The new Weakerthans I liked parts of a lot ("Relative Surplus Value" missed my song list by 1) (and would have been paired with Tegan & Sara's "Hop a Plane"), but the whole thing didn't hold my attention the way Reconstruction Site did. I think "Elegy For Gump Worsley" was maybe a mistake, period, but for me it at least killed the album's pace dead right in the middle, and thus undermined my experience of the songs after it. I could just delete it, of course, but that seems like cheating. They're the Weakerthans, I don't want to have to edit them myself!
21 January 08 from jer 6
Great write up, glenn. As happy as I am to have this blog, where I don't have to completely miss your writing, I am still missing your thoughts on music. I bought two of the albums on your non-metal Top 10 (Chase This Light and Mapmaker) and heard three others (Send Away The Tigers, Riot and In Rainbows), which probably isn't that much lower a ratio than what I'd've heard if you were still reviewing music weekly. But even if I would have liked Parts & Labor, or not liked Paramore, I still miss having one more opportunity to understand why.
I said over in the 2007 mix forum that I now prefer year-end mixes over list making, indicative, I suppose, of my music listening no longer consisting of inserting CDs into drives for anything other than copying them to iTunes. But I still buy them. Only two of the 36 songs on my mixes were not purchased in concrete form, and one of those ("Flux") was only because the import single it is off of didn't cross the ocean in time for me to make the CDs. But I too wonder how long the perhaps already pointless busywork of buying a CD only to render it digitally will not only be unnecessary, but impossible.

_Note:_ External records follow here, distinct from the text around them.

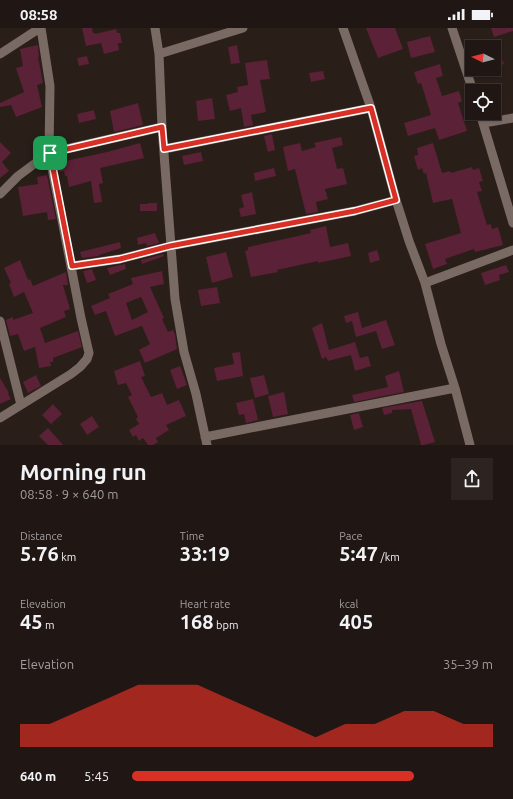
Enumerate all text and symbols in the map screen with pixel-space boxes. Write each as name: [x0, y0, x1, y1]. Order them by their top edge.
text: 08:58: [20, 6, 58, 23]
north arrow: [465, 40, 501, 76]
map controls: [465, 40, 501, 120]
button: locate: [465, 84, 501, 120]
pin: [33, 136, 67, 170]
icon: arrive: [39, 142, 61, 164]
button: share: [451, 458, 493, 500]
text: Morning run: [20, 459, 147, 484]
text: 08:58 · 9 × 640 m: [20, 487, 119, 501]
text: Distance: [20, 530, 63, 542]
text: Time: [180, 530, 204, 542]
text: Pace: [339, 530, 363, 542]
text: 5.76: [20, 542, 59, 565]
text: 33:19: [180, 542, 230, 565]
text: 5:47: [339, 542, 378, 565]
text: km: [59, 551, 76, 563]
text: /km: [378, 551, 400, 563]
text: Elevation: [20, 598, 66, 610]
text: Heart rate: [180, 598, 230, 610]
text: kcal: [339, 598, 358, 610]
text: 45: [20, 610, 43, 633]
text: 168: [180, 610, 214, 633]
text: 405: [339, 610, 373, 633]
text: m: [43, 619, 55, 631]
text: bpm: [214, 619, 238, 631]
text: Elevation: [20, 657, 74, 671]
text: 35–39 m: [443, 657, 493, 671]
text: 640 m: [20, 769, 56, 783]
text: 5:45: [84, 769, 109, 783]

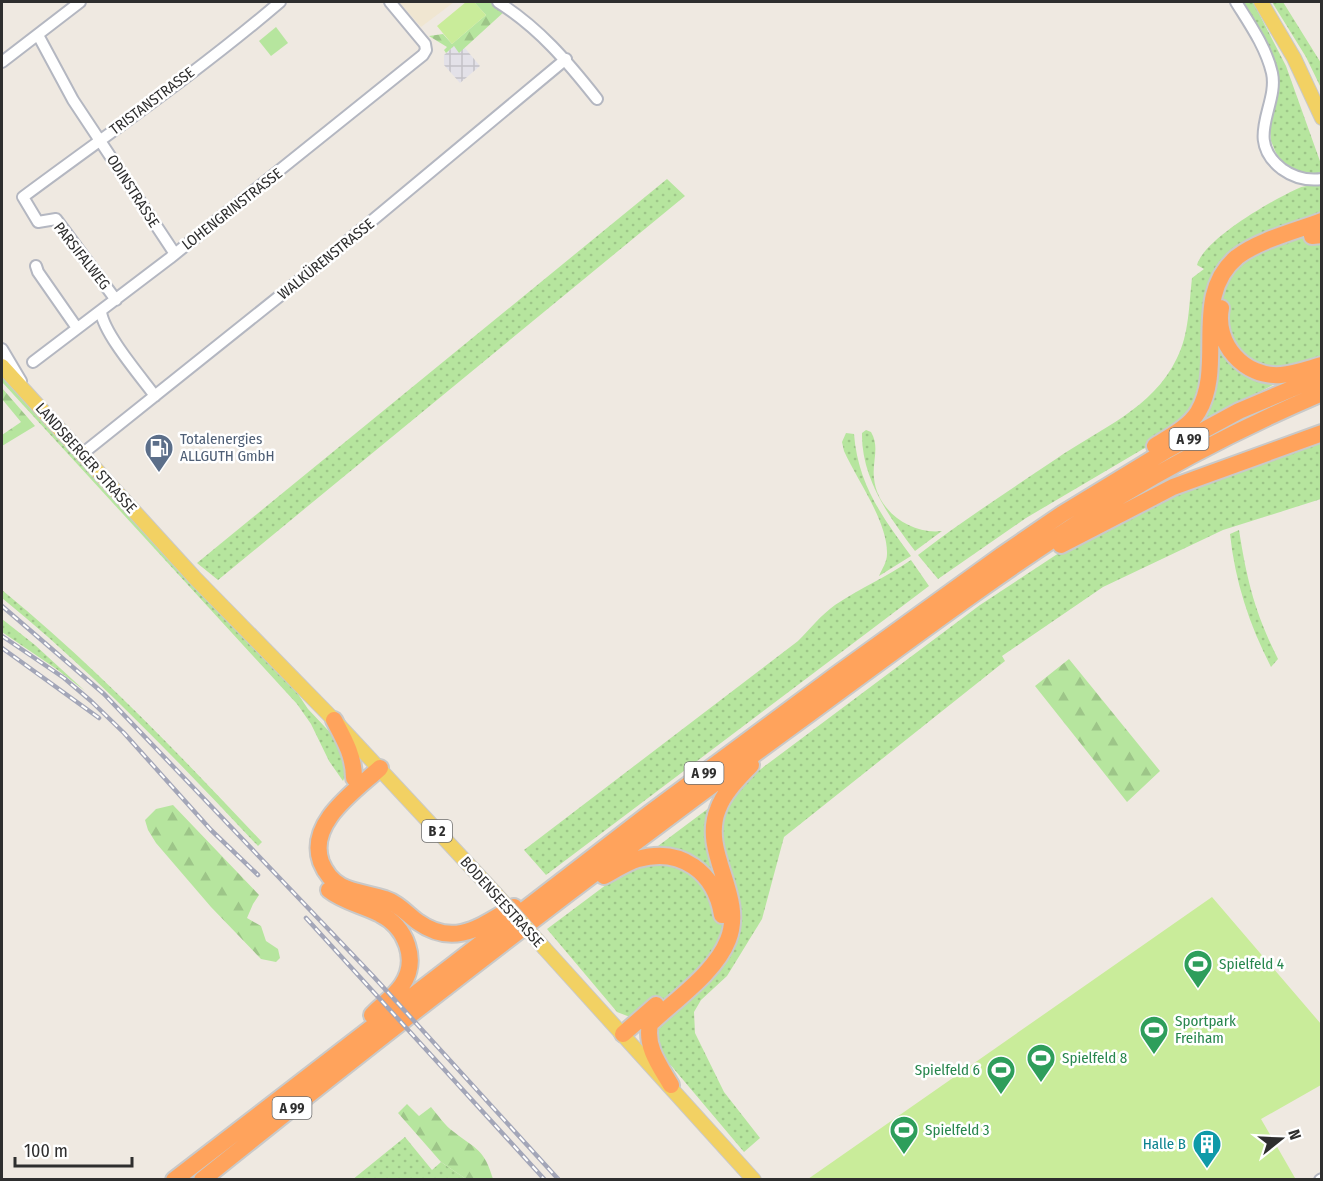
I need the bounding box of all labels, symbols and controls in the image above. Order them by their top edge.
street label: TRISTANSTRASSE [106,63,198,139]
street label: ODINSTRASSE [103,151,163,231]
street label: LOHENGRINSTRASSE [178,164,286,254]
street label: WALKÜRENSTRASSE [274,215,378,303]
street label: PARSIFALWEG [50,219,114,293]
street label: LANDSBERGER STRASSE [32,399,140,517]
road number: A 99 [1170,428,1208,450]
place label: Totalenergies ALLGUTH GmbH [180,430,275,465]
fuel station icon: Totalenergies ALLGUTH GmbH [143,432,175,474]
road number: A 99 [684,762,724,784]
road number: B 2 [422,820,452,842]
street label: BODENSEESTRASSE [457,853,547,951]
sports icon: Spielfeld 4 [1182,948,1214,990]
place label: Spielfeld 4 [1219,955,1284,973]
place label: Sportpark Freiham [1175,1012,1236,1047]
sports icon: Sportpark Freiham [1138,1014,1170,1056]
sports icon: Spielfeld 8 [1025,1042,1057,1084]
place label: Spielfeld 8 [1062,1049,1127,1067]
sports icon: Spielfeld 6 [985,1054,1017,1096]
place label: Spielfeld 6 [915,1061,980,1079]
road number: A 99 [272,1097,312,1119]
north arrow [1251,1109,1311,1169]
sports icon: Spielfeld 3 [888,1114,920,1156]
place label: Spielfeld 3 [925,1121,990,1139]
text: N [1284,1127,1305,1142]
building icon: Halle B [1191,1128,1223,1170]
scale bar [15,1130,132,1168]
place label: Halle B [1143,1135,1186,1153]
text: 100 m [24,1140,68,1162]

I'm curious, though: Does the lack of Weakerthans or Ted Leo on your list imply disappointment with their latest albums, or just an overcrowded field? I also must speculate that I think you would like Georgie James and Future of the Left (weren't you a McLusky fan?), and possibly Pela and Laura Veirs, if you haven't already heard them.
23 January 08 from glenn mcdonald 9
Yeah, I don't understand it, either. You have to be precise in Japanese to get the kanji right, so I understand why they're meticulous about reproducing the exact case of bands' names, but I don't know why the names have those patterns to begin with.
22 January 08 from Michael 2
Can some J-Pop fan please explain the function of capitalization (or, the lack thereof) in Japanese band names and titles? Because there is clearly great significance placed on documenting capitals and cases in J-Pop, but for the life of my, I don't know what it could be.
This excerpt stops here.